Before we can judge the integrity of another person, we must understand the their belief system. What is in integrity for me may not be in integrity for someone else. Your integrity is tied to how well you follow your personal belief system.
Marilyn provided a powerful and somewhat disturbing example. If someone is a bank robber and this person sees nothing wrong with stealing money from others, then that person is acting on their integrity and is congruent. On the other hand, most of us believe that robbing banks is wrong because taking someone else's money is wrong. Nevertheless, some of these same people see nothing wrong with cheating on their taxes. It's OK to take from the government but not from the bank.
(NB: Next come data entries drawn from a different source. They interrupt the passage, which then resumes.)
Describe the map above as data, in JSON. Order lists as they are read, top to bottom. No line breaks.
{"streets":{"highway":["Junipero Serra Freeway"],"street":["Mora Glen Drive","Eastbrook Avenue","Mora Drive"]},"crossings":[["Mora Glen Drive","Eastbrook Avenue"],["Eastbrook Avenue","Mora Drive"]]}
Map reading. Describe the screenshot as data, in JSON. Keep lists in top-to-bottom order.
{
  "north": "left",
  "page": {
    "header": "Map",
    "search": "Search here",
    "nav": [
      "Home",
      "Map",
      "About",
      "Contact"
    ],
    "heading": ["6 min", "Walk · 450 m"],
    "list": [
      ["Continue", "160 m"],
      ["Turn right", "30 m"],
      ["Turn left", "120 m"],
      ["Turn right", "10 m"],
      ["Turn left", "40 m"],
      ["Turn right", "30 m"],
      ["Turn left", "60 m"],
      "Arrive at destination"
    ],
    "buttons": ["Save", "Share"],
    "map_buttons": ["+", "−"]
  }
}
How can you spot if you are out of your personal integrity? A simple way to is to examine whether your road is straight and easy or is it filled with twists, turns, and obstacles? By that I mean, do you consistently follow a straight path in terms of your beliefs? You never waiver from them, no matter who you are with or what you are doing. If you change your beliefs or actions to fit various situations, then chances are that you are not holding true to your own integrity. Remember, it is what you believe that matters, not what someone else's standard is for you.
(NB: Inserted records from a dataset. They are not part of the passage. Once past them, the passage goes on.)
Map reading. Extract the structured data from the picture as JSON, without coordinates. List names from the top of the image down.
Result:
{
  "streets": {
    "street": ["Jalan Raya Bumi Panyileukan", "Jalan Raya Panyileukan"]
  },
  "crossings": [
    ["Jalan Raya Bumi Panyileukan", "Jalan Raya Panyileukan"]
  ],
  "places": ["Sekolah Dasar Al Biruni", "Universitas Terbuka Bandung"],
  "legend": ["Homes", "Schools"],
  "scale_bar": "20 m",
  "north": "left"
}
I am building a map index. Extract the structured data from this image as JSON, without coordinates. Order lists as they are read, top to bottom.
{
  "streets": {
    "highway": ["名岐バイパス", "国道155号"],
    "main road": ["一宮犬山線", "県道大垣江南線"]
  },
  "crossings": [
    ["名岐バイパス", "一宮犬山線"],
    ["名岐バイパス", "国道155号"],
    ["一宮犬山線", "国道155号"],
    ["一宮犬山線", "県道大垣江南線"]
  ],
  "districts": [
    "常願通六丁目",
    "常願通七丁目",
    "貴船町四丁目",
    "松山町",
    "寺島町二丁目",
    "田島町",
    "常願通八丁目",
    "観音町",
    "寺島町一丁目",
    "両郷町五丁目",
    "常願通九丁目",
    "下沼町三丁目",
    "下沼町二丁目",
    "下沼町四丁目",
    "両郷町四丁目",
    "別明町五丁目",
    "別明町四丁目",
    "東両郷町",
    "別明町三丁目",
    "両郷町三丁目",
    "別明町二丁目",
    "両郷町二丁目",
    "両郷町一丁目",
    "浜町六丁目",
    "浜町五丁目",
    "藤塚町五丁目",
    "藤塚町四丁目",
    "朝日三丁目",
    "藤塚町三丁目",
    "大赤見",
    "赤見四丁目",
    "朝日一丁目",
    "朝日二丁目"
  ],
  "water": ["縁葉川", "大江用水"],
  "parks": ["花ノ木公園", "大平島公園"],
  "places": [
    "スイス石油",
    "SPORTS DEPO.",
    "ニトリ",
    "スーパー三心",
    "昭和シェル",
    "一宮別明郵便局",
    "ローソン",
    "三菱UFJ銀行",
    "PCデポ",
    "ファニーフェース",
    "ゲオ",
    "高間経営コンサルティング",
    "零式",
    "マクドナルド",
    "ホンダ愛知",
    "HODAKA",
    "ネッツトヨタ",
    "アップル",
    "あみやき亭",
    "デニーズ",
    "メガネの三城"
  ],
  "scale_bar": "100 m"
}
One of the greatest lessons that most of us face is taking responsibility for our actions. Our society is deep into the "blame game." It's someone else's fault that this happened to me. When we fail to take responsibility for what we create, we twist and wind around the lesson that we needed to learn. When we acknowledge our own roles in the creation of our lives and accept complete responsibility (easier said than done), then we are living in our integrity.
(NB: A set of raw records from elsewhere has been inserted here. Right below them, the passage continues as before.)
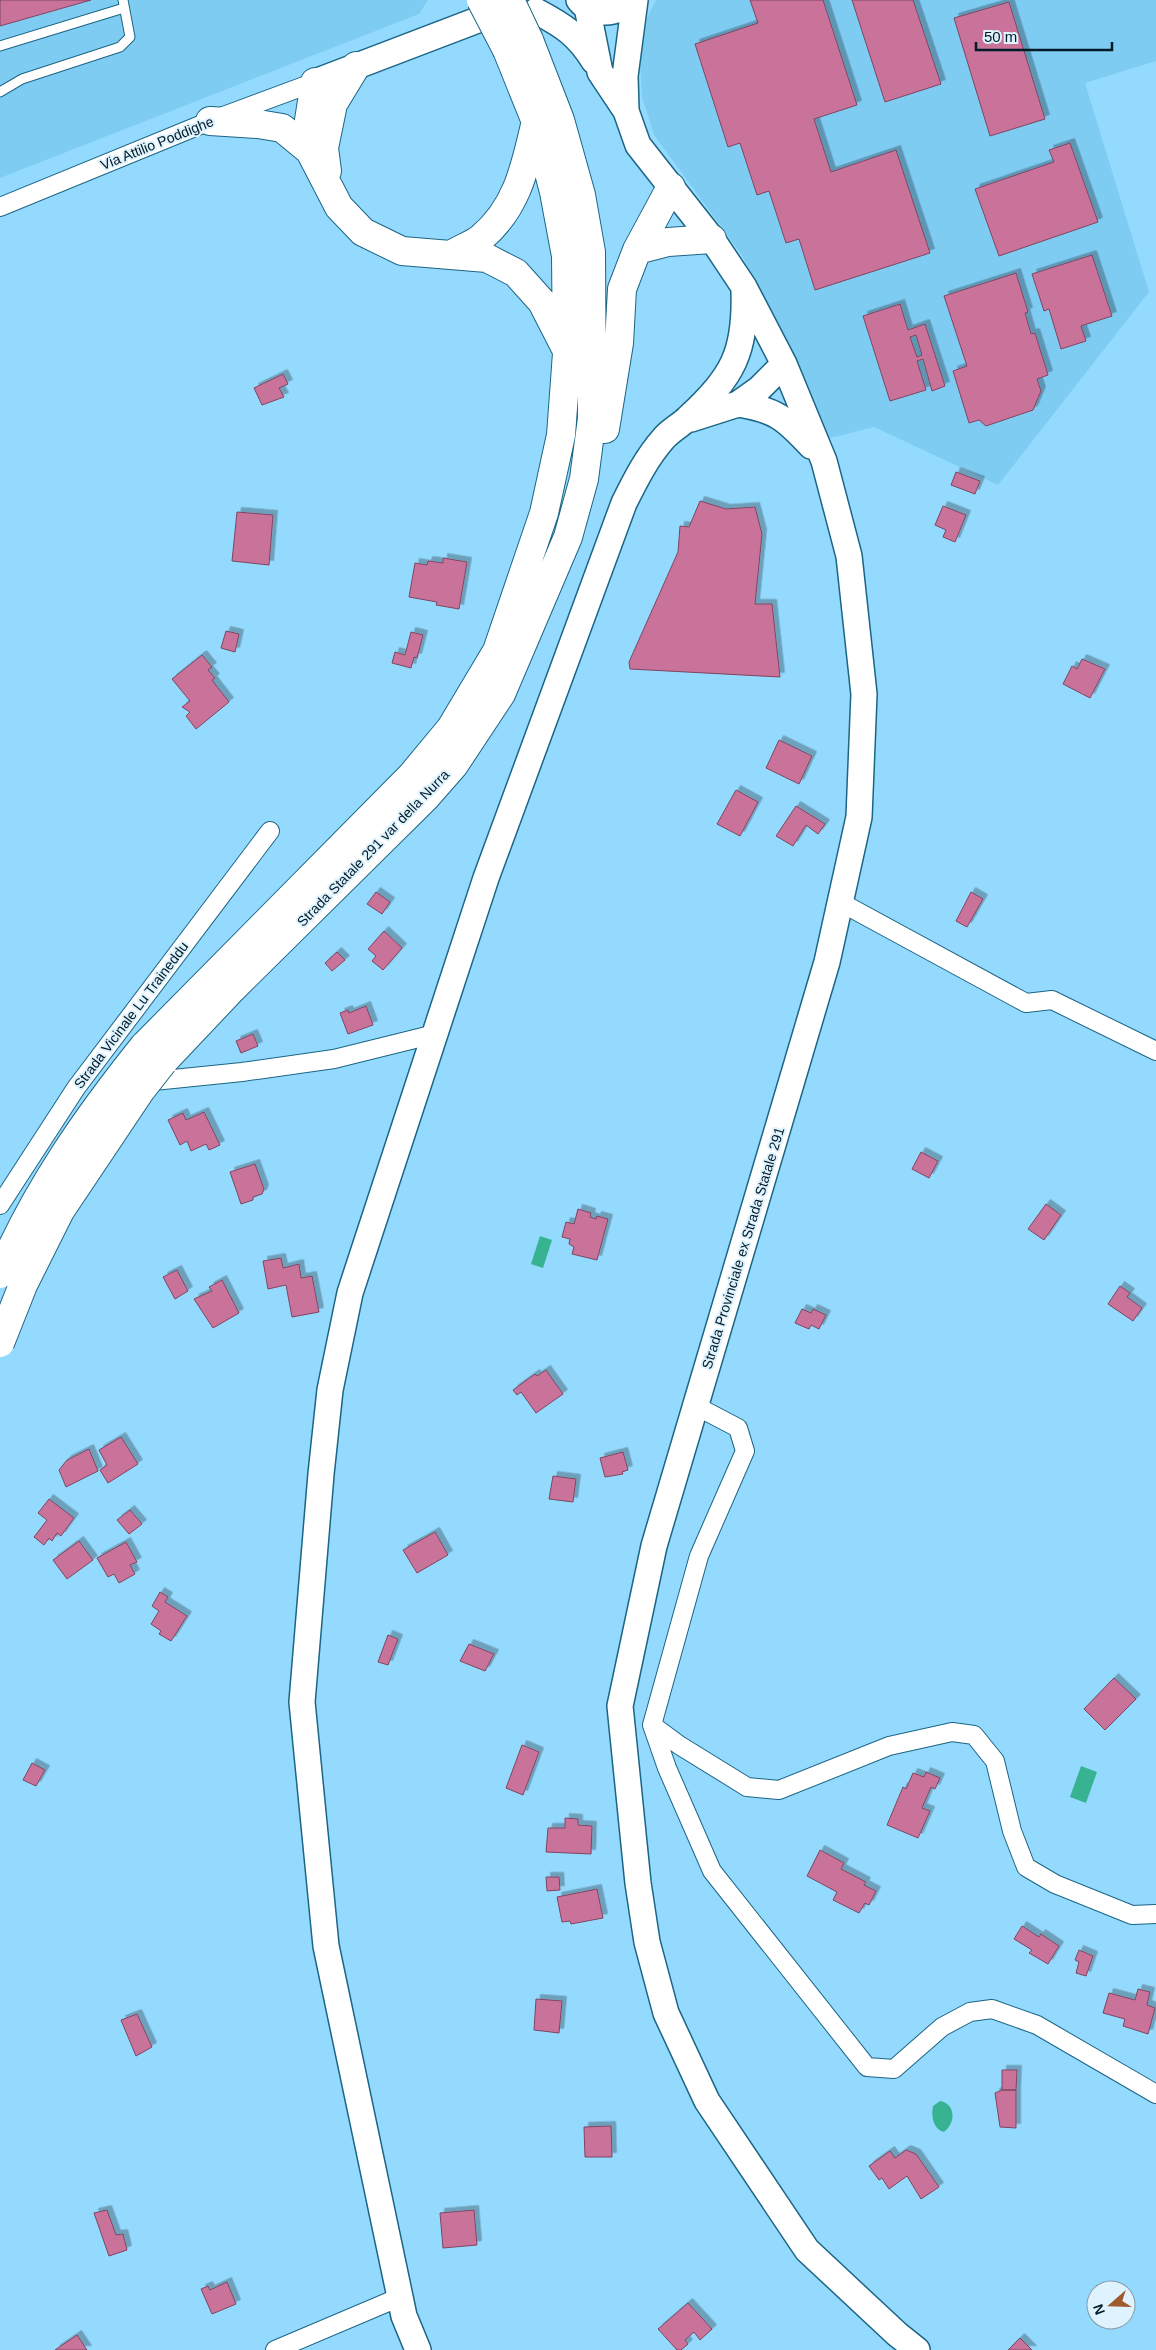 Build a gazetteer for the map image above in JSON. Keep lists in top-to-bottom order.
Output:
{
  "streets": {
    "highway": ["Strada Statale 291 var della Nurra"],
    "street": ["Via Attilio Poddighe", "Strada Vicinale Lu Traineddu", "Strada Provinciale ex Strada Statale 291"]
  },
  "scale_bar": "50 m",
  "north": "left"
}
Ultimately, we are meant to live in harmony, to be in alignment with our higher purpose in life, and to experience love. Instead of cherry picking what's wrong with life and what's wrong with others, it's time we shifted our approach and focused on cherry picking what is right with us and the world we inhabit.
Posted by Bernice Ross and Marilyn Naylor

Hi, the keyword 'belief system' brought me here. My take on this issue is that integrity can work for and against you. There are two basic belief systems, supported by politics (not so much Obamaites vs Clintonions but liberal democrats vs republicans). The one treasures loyalty and trust, while the other treasures openness and honesty. Now, the point at which you seem to lose your integrity, is when the situation changes into one where your enemies can explain your loyalty as dishonesty or your honesty as disloyalty. I believe it is a paradox in society that gave rise to politics in the first place and is pointing us at the need to rethink and reshape our basic moral philosophy. I guess that this will be resolved when a true attention economy has replaced the normal economy. Attention of a special kind that has eliminated politics.
Dear Ron,
Thanks for sharing your wisdom. Well said!